Return every line from the records below with the string "sans".

BEGIN Records for the task

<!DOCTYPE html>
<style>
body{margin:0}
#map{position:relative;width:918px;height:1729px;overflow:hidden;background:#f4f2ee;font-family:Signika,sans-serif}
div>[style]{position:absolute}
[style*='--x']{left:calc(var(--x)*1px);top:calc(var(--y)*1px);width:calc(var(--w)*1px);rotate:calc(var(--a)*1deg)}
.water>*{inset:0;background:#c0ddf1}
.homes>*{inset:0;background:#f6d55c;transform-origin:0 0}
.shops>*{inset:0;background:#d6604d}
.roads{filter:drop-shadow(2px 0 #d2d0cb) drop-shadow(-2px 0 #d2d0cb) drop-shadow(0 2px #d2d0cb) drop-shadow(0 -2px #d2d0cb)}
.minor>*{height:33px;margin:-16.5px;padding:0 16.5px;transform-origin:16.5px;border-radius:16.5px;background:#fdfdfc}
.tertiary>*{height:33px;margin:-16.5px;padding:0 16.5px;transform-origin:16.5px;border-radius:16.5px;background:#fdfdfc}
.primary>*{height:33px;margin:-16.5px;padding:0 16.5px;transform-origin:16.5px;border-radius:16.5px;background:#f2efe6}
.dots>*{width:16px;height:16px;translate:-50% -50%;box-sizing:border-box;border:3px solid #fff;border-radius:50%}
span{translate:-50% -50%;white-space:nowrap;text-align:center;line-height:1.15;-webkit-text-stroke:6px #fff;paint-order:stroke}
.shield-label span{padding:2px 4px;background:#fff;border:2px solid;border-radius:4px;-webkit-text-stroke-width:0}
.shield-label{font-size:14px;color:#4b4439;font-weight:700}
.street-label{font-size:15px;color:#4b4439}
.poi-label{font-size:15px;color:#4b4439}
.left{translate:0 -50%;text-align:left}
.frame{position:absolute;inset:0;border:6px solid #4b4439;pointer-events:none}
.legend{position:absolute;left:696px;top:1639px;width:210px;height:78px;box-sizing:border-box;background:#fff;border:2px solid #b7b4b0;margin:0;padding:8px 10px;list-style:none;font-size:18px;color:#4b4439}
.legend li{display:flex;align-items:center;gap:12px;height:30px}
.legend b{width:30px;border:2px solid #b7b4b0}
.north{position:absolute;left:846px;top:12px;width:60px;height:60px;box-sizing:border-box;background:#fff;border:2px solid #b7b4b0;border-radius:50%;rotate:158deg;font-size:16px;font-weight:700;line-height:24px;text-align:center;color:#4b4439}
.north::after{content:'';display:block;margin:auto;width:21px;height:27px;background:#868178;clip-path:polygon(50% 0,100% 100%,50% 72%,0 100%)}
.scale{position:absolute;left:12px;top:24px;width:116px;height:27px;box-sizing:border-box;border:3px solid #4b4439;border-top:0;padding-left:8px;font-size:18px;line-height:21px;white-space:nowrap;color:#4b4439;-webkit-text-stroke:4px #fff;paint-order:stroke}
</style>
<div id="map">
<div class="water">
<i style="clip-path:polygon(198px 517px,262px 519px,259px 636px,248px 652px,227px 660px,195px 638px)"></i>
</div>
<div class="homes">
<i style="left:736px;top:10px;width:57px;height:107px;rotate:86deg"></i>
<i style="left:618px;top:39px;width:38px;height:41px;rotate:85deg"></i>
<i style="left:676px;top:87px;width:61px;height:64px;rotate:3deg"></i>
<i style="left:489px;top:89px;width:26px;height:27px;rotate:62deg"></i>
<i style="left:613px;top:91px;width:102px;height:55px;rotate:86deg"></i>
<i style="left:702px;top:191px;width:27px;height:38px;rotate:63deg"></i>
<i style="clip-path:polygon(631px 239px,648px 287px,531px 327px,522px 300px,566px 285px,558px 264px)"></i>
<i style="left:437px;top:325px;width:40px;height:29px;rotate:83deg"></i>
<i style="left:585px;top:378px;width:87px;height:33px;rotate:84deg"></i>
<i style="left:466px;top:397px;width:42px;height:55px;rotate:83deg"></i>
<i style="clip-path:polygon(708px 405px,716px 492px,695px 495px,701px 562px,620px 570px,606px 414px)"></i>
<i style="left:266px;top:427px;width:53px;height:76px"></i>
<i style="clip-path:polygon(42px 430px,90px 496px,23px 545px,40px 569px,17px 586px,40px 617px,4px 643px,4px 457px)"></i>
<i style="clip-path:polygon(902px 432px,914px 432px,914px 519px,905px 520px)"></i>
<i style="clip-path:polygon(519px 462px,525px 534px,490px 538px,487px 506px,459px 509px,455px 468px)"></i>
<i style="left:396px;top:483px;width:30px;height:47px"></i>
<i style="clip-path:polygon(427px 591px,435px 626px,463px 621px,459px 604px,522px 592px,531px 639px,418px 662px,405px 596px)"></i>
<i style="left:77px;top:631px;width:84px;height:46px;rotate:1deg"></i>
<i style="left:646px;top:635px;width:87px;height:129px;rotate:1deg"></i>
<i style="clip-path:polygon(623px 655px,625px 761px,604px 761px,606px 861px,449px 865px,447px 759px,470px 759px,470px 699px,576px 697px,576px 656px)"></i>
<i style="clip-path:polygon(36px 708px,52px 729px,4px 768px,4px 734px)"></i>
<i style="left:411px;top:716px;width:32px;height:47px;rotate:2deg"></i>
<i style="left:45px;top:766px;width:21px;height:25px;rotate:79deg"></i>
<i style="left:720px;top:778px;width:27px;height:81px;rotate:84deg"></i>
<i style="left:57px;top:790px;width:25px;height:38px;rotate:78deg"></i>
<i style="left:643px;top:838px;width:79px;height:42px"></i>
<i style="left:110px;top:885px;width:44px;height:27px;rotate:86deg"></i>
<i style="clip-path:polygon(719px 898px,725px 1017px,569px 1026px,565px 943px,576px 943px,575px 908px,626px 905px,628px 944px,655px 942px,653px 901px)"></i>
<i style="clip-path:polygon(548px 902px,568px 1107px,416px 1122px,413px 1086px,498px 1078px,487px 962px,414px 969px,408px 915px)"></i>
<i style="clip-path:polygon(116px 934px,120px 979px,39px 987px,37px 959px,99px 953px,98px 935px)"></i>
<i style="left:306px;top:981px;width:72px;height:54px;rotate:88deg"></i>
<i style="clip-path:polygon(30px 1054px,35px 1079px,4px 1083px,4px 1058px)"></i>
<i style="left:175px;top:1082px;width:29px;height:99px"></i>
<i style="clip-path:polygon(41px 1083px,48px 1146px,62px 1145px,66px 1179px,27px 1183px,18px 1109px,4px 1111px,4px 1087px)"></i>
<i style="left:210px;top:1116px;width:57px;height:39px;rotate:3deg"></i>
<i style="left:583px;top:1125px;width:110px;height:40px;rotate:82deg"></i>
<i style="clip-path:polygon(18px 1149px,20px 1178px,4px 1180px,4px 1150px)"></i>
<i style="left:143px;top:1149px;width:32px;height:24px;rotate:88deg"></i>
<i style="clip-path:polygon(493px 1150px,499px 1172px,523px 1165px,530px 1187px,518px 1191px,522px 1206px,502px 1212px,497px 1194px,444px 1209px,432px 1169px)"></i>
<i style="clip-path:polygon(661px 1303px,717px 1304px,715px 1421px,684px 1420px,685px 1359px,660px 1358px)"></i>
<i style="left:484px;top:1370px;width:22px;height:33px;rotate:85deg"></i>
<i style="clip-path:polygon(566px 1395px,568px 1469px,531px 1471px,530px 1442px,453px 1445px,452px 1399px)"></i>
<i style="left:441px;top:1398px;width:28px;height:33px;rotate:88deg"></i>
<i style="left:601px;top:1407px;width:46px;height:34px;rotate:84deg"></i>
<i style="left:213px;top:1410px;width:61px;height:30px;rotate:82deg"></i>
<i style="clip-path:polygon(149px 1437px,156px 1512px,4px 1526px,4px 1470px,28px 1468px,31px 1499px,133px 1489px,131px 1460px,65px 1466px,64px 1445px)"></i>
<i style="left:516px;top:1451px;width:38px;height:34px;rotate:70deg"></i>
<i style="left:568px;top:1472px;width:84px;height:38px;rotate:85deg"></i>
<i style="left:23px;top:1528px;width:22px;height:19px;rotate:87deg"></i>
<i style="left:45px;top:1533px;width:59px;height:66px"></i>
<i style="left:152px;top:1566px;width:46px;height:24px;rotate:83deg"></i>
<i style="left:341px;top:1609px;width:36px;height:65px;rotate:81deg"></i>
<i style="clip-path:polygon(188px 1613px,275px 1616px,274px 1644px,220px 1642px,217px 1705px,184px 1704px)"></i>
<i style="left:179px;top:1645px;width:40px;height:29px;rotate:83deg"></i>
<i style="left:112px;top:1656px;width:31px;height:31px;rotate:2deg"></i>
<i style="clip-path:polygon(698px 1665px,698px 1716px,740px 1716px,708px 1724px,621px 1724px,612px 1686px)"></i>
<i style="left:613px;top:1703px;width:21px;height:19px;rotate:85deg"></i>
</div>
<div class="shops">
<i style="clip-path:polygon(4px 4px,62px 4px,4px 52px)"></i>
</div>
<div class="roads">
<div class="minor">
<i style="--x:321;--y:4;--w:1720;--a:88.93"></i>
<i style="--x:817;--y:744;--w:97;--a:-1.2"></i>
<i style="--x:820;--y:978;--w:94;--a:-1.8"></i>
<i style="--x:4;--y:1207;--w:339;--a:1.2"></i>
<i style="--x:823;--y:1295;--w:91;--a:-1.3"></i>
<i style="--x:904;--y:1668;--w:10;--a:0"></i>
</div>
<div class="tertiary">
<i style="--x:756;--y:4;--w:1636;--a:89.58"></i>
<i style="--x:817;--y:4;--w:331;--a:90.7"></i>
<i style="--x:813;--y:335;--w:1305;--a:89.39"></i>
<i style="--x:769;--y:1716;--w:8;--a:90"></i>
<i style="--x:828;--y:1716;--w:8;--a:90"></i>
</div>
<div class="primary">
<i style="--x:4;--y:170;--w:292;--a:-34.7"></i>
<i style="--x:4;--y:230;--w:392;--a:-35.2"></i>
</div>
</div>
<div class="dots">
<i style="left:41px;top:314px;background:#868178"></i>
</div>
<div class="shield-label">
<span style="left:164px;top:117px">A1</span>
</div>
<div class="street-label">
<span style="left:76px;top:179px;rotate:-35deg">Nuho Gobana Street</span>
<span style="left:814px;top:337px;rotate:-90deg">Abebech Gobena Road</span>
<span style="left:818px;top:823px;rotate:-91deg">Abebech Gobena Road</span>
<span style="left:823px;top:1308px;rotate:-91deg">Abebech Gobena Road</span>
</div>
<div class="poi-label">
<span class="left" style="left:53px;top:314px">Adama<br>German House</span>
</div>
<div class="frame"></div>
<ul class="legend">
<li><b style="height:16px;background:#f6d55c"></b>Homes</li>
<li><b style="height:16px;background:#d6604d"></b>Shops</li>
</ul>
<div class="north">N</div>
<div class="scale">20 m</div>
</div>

END Records for the task
BEGIN Records for the task

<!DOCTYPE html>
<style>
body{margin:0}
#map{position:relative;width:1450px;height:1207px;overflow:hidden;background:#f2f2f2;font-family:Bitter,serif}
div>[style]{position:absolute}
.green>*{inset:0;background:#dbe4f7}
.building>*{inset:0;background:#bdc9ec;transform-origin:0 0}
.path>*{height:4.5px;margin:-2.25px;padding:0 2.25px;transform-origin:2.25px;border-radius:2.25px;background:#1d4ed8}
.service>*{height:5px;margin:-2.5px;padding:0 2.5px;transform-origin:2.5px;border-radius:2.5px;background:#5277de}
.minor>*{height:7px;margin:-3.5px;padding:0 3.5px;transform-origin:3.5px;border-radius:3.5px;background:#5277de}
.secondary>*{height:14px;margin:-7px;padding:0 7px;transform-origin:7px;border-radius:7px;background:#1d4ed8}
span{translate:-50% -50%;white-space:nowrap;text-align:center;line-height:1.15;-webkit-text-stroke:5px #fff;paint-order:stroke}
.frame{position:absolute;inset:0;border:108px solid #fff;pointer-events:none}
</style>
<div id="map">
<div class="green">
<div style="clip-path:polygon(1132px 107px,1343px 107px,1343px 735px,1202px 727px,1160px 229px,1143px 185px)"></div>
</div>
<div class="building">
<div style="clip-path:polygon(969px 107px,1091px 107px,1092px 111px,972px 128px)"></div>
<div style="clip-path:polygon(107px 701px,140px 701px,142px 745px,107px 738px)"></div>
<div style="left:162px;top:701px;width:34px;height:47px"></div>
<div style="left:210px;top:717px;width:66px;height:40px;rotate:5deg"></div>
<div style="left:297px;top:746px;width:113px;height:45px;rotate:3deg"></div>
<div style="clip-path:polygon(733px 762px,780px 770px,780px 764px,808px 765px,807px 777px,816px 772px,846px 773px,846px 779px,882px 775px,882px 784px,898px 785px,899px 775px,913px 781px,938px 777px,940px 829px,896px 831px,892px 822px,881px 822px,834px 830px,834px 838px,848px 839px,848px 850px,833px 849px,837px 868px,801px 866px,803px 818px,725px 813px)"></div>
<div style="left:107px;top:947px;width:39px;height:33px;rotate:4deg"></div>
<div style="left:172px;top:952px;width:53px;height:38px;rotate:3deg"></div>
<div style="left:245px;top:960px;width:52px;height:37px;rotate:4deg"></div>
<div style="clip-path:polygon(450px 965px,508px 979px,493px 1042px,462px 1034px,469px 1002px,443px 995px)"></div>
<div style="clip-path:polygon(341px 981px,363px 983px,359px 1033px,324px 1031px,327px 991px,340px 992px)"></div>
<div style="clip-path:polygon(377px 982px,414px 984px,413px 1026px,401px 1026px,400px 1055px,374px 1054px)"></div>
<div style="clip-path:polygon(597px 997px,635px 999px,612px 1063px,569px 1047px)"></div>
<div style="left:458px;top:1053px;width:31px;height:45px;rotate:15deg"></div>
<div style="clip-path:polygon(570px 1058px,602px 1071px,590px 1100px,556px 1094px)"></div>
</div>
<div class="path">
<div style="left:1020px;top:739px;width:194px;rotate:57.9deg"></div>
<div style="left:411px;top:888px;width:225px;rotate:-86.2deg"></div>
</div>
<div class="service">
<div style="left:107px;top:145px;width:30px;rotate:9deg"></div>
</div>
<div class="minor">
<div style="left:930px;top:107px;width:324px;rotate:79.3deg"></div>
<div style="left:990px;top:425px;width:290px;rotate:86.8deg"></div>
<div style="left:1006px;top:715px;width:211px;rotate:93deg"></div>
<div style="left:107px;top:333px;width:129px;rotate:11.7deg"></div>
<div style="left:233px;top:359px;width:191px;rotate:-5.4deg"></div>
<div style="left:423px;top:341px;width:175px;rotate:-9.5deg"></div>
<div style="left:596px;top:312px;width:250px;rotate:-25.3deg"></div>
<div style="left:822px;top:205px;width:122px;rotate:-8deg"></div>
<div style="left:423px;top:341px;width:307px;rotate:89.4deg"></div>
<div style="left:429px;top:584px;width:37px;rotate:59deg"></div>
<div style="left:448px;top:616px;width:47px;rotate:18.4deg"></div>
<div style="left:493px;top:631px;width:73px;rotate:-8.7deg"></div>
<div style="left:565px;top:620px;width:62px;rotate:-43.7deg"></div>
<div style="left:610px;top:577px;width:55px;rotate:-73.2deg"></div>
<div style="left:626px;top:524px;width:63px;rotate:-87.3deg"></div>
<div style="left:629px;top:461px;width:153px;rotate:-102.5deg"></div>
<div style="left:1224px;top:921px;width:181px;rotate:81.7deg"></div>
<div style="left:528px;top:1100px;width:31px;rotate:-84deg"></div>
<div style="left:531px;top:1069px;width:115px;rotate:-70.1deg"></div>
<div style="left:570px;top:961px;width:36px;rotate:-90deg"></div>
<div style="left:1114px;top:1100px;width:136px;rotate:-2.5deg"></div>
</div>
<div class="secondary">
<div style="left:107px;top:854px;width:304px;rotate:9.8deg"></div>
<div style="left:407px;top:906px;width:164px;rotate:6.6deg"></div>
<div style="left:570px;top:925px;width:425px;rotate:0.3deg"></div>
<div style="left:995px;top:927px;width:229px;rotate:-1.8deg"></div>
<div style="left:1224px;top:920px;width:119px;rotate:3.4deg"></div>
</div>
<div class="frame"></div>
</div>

END Records for the task
BEGIN Records for the task

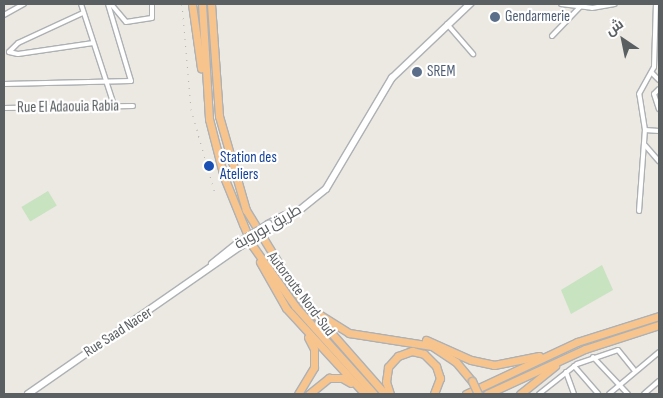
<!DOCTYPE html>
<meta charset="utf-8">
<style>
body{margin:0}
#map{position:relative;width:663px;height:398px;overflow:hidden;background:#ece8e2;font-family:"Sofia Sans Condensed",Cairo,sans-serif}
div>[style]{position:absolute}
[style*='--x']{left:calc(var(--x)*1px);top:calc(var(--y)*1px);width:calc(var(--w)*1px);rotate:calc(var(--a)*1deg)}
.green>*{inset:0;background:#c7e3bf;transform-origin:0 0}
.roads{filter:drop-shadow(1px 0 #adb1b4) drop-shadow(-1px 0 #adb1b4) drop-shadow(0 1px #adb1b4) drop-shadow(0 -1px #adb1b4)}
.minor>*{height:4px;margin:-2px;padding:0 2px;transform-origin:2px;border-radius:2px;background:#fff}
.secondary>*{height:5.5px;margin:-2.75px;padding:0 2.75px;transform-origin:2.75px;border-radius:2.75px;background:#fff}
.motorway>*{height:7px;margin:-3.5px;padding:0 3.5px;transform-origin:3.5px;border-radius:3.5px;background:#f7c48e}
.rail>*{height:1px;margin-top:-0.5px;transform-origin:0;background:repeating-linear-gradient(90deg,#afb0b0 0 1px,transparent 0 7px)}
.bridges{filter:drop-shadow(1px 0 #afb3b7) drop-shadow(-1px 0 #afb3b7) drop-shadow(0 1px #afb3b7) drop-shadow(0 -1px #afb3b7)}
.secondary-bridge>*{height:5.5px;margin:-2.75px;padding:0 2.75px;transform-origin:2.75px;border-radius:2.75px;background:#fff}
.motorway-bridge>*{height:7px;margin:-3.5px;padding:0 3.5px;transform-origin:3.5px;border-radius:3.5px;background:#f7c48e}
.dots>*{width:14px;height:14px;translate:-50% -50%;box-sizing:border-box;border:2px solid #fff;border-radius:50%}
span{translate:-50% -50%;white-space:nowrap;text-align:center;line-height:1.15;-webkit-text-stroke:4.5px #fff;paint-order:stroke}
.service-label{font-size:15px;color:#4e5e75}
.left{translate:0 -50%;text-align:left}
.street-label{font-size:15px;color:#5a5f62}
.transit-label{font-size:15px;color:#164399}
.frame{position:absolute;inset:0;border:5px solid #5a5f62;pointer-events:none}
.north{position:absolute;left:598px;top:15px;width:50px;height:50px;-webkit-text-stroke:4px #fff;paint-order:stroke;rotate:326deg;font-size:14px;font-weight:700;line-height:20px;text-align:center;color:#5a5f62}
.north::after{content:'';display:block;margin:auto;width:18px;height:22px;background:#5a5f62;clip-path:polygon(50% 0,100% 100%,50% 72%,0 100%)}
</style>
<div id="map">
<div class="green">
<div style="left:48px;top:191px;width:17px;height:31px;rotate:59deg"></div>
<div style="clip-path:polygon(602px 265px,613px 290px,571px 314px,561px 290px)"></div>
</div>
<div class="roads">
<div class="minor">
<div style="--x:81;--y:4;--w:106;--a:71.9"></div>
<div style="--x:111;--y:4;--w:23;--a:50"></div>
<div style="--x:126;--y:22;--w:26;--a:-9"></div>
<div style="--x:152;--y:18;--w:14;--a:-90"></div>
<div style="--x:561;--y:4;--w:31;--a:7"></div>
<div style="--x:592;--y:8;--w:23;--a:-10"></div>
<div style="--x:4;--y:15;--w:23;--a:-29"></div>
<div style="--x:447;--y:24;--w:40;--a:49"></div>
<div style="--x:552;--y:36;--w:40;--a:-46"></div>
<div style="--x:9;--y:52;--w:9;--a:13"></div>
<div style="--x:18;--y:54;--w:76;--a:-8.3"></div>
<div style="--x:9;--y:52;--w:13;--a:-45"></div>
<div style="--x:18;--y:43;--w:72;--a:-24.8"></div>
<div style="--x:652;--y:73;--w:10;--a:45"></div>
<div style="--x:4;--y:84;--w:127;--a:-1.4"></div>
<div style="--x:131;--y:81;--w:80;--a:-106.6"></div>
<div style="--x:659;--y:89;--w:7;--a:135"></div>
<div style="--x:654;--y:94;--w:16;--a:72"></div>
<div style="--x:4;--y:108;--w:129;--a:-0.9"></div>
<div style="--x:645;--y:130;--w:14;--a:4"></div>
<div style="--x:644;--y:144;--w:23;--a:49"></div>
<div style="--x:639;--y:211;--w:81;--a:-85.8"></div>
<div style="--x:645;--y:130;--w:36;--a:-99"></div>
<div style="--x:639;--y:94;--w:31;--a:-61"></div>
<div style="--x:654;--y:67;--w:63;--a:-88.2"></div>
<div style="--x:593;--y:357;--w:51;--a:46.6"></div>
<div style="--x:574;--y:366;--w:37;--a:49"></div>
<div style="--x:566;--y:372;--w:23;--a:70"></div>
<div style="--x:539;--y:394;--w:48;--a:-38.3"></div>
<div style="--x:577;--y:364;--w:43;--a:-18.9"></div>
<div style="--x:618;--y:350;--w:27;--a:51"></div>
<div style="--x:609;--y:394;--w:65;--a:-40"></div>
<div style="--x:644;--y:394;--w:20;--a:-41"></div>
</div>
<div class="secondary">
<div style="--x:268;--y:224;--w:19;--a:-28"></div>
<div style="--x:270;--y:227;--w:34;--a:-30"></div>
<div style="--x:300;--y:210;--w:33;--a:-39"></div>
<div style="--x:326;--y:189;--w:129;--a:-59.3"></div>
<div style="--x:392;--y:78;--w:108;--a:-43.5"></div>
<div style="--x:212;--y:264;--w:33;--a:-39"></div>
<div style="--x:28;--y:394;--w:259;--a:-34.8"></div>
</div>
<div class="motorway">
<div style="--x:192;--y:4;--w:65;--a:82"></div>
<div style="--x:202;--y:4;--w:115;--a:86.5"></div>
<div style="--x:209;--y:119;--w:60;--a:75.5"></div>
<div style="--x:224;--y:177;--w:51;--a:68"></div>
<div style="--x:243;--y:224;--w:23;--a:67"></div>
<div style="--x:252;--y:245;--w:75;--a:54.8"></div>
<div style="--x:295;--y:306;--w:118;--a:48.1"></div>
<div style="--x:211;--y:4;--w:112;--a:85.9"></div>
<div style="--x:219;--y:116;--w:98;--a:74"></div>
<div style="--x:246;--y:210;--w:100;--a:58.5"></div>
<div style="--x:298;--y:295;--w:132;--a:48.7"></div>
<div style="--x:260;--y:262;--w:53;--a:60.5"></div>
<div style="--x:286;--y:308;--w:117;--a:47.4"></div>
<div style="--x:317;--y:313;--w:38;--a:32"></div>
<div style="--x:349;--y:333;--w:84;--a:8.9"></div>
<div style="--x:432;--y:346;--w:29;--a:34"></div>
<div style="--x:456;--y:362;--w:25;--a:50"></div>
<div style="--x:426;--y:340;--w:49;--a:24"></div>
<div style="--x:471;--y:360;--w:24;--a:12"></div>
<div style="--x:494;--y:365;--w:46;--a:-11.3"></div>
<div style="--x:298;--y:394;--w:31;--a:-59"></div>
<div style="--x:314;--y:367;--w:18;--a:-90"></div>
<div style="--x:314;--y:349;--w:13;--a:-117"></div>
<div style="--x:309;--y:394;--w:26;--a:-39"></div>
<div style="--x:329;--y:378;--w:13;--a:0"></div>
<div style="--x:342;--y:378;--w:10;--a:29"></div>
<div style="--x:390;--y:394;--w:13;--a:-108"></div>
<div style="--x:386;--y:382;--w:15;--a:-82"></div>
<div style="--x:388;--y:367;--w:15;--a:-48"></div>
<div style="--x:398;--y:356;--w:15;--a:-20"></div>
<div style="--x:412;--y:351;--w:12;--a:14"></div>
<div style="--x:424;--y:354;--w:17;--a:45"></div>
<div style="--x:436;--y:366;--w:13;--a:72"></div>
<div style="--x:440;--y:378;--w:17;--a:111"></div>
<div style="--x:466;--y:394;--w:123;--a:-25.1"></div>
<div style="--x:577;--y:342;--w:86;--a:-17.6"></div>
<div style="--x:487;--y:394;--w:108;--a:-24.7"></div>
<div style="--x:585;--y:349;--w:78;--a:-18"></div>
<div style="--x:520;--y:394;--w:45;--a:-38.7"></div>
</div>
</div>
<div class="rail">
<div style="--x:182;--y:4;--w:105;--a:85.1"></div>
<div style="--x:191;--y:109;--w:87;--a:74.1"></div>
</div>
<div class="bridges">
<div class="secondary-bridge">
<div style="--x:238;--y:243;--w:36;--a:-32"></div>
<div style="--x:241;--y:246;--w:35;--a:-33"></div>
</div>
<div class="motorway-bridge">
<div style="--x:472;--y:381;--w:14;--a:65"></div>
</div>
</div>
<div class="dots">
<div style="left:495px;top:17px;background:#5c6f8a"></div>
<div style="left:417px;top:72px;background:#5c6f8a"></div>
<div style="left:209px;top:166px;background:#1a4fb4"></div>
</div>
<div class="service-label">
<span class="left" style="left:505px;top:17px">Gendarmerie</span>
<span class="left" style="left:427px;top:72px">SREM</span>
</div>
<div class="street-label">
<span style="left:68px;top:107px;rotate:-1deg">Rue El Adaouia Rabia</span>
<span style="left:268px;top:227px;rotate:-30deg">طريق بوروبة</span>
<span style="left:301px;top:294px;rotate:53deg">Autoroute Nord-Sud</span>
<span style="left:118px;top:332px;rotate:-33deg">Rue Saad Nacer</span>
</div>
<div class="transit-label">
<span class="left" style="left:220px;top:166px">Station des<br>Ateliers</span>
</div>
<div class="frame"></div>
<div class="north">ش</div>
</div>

END Records for the task

• Answer space:
#map{position:relative;width:918px;height:1729px;overflow:hidden;background:#f4f2ee;font-family:Signika,sans-serif}
#map{position:relative;width:663px;height:398px;overflow:hidden;background:#ece8e2;font-family:"Sofia Sans Condensed",Cairo,sans-serif}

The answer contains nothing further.